Action item
Filter the data for "width" and copy matching lines.

▽

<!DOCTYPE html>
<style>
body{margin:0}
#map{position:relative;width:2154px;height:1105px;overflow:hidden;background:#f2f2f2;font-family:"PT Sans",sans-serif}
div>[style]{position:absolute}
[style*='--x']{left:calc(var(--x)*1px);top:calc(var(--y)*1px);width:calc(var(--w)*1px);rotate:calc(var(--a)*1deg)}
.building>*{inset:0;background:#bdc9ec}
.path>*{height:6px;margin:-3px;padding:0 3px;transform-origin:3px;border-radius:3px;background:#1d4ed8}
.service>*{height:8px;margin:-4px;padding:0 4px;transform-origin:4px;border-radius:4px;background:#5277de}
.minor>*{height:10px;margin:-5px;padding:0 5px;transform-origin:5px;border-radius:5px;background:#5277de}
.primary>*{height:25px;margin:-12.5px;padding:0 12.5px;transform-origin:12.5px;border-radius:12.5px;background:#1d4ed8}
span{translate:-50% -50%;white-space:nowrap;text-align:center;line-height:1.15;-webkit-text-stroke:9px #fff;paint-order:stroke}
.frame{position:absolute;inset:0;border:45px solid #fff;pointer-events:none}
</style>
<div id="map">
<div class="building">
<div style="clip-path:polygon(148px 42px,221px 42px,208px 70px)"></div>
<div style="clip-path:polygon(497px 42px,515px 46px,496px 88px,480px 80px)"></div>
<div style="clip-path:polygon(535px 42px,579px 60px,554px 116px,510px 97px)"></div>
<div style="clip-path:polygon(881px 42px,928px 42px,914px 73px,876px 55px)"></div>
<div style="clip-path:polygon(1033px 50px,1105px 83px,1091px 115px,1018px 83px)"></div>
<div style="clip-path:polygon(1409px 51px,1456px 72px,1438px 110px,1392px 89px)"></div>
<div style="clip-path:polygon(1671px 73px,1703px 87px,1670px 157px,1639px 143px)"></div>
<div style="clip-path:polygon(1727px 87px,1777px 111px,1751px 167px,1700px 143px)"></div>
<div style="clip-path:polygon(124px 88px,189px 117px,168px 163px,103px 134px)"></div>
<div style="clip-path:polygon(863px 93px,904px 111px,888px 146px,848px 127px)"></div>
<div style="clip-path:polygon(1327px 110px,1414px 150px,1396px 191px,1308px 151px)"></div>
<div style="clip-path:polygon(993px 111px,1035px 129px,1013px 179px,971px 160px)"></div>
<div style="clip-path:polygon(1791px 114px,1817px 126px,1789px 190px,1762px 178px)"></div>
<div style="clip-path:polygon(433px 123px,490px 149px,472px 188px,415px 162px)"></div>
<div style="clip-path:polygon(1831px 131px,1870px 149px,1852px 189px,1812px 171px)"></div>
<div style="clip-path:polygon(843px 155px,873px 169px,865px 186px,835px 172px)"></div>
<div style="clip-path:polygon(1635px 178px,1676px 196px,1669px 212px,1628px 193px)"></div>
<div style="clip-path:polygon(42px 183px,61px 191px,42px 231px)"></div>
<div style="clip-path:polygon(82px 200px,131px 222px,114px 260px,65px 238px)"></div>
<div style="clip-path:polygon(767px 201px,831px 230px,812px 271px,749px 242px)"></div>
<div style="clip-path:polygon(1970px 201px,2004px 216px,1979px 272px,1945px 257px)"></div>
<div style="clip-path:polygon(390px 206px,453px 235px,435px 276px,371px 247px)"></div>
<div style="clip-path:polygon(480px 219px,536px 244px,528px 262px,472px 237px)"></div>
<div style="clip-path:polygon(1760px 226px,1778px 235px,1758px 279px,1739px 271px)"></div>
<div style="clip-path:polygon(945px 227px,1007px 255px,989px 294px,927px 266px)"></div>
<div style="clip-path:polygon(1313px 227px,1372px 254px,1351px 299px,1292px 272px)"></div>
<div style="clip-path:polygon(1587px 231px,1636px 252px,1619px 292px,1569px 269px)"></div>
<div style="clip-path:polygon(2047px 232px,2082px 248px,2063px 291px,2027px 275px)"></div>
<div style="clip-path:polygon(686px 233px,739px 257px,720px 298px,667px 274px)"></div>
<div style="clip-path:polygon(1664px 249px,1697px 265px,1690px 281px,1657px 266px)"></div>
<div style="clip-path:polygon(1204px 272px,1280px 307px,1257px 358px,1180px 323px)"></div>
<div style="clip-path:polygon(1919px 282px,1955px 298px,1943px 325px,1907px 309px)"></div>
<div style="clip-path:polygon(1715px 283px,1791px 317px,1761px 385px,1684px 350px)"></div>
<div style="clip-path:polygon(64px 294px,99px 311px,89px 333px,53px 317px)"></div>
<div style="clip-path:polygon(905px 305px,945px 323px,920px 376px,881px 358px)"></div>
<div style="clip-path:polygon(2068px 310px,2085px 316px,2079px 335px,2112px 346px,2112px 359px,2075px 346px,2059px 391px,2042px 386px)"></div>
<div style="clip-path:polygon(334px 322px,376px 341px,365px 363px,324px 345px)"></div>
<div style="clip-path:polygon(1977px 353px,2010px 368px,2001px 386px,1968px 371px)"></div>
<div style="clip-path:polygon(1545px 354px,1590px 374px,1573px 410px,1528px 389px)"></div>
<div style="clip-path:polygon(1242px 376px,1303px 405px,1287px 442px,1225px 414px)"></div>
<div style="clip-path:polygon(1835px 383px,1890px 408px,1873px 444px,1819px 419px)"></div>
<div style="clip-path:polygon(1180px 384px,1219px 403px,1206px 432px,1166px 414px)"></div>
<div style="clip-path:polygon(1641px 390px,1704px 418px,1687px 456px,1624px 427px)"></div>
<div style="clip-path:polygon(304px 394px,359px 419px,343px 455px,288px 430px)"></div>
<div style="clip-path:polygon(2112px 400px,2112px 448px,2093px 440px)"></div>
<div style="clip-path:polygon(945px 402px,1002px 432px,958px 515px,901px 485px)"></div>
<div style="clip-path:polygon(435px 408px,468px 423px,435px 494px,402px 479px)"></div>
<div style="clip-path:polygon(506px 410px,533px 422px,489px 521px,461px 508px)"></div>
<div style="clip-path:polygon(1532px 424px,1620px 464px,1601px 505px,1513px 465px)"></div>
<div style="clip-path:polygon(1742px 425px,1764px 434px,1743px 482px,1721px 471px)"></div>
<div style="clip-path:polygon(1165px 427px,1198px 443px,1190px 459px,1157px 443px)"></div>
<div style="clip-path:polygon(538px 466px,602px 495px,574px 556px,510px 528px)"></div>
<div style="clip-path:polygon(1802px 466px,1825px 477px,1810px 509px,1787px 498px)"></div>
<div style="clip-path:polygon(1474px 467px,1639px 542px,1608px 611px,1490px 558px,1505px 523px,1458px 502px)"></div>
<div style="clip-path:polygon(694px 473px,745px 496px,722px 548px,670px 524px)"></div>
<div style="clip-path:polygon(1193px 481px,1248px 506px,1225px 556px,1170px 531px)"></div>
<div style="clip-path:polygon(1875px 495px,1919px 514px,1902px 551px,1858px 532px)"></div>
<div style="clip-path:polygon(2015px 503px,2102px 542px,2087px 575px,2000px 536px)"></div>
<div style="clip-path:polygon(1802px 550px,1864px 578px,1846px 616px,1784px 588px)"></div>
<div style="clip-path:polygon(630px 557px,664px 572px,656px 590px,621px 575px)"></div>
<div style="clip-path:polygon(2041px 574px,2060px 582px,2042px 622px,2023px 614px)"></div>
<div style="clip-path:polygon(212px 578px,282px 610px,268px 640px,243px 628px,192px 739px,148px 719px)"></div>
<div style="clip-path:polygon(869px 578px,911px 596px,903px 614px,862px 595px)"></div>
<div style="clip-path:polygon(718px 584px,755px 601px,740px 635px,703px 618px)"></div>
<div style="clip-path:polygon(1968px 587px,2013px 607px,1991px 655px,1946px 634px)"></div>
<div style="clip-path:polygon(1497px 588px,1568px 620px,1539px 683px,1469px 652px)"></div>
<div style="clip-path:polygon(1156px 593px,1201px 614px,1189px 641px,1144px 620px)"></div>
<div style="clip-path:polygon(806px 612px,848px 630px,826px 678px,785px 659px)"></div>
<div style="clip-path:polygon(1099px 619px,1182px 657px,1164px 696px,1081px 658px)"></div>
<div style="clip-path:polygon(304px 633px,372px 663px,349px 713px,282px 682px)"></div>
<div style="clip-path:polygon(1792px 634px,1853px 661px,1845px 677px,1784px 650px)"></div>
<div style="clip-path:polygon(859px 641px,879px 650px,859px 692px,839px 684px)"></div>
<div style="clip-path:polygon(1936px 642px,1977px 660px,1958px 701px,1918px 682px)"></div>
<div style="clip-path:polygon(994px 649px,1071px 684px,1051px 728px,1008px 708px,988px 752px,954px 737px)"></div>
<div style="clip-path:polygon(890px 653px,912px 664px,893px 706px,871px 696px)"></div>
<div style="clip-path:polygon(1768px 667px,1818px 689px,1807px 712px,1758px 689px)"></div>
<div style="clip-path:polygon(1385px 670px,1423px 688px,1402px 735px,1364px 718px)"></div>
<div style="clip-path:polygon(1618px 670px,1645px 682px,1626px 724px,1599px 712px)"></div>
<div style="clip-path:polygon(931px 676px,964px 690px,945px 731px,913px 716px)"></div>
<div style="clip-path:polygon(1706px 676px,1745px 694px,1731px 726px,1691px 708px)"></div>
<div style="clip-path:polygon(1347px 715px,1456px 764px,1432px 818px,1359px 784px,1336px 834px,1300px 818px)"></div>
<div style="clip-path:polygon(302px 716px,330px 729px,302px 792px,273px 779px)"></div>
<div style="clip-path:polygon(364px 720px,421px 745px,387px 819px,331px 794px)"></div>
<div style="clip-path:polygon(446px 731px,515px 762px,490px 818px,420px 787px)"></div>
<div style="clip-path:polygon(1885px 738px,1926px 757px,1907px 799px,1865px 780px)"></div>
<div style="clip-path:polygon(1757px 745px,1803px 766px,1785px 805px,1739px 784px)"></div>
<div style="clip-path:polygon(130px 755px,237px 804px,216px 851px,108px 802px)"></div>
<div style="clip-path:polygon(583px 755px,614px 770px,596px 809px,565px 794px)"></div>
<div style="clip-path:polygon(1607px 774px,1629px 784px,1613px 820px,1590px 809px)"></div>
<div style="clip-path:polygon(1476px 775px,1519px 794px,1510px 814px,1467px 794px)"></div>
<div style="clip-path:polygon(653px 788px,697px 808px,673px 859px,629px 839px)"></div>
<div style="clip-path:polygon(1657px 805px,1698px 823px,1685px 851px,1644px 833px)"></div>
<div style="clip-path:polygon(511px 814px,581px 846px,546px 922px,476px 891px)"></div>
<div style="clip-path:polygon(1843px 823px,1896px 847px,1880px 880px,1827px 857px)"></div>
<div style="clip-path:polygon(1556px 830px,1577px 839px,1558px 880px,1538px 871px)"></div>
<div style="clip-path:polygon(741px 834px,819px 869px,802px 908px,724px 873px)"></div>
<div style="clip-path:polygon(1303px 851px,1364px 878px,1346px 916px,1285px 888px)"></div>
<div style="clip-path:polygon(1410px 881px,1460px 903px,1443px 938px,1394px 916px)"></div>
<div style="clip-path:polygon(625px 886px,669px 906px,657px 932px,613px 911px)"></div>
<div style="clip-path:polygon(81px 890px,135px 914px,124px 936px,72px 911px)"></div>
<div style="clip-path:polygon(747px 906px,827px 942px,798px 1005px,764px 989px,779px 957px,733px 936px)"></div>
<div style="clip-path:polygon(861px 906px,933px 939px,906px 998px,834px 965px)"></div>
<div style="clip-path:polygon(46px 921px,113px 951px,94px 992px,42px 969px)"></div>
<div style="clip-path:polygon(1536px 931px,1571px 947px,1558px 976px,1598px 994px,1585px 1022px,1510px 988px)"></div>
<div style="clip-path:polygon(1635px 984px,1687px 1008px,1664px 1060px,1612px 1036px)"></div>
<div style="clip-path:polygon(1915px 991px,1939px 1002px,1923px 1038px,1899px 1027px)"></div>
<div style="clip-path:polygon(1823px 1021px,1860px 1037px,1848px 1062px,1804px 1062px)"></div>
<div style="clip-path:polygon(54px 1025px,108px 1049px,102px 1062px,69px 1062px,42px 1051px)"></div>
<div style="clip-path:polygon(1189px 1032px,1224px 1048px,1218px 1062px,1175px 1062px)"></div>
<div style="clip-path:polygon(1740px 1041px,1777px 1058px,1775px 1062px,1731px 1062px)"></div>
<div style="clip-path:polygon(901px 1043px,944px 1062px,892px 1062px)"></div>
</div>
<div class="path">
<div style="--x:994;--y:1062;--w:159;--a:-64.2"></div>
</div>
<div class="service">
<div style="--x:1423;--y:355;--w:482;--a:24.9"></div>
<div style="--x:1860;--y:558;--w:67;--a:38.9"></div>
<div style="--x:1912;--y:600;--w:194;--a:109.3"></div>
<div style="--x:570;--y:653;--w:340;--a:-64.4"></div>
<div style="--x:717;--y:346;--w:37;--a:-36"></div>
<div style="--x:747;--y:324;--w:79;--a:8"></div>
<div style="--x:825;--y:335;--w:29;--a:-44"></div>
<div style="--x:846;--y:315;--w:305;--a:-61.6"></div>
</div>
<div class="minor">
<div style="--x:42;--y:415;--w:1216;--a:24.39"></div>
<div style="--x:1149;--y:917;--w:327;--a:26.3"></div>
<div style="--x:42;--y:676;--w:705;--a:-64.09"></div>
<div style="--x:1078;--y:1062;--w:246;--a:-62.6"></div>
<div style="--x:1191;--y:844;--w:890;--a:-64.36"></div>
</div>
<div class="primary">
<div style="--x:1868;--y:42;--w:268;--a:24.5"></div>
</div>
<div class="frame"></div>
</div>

△

Written reply
#map{position:relative;width:2154px;height:1105px;overflow:hidden;background:#f2f2f2;font-family:"PT Sans",sans-serif}
[style*='--x']{left:calc(var(--x)*1px);top:calc(var(--y)*1px);width:calc(var(--w)*1px);rotate:calc(var(--a)*1deg)}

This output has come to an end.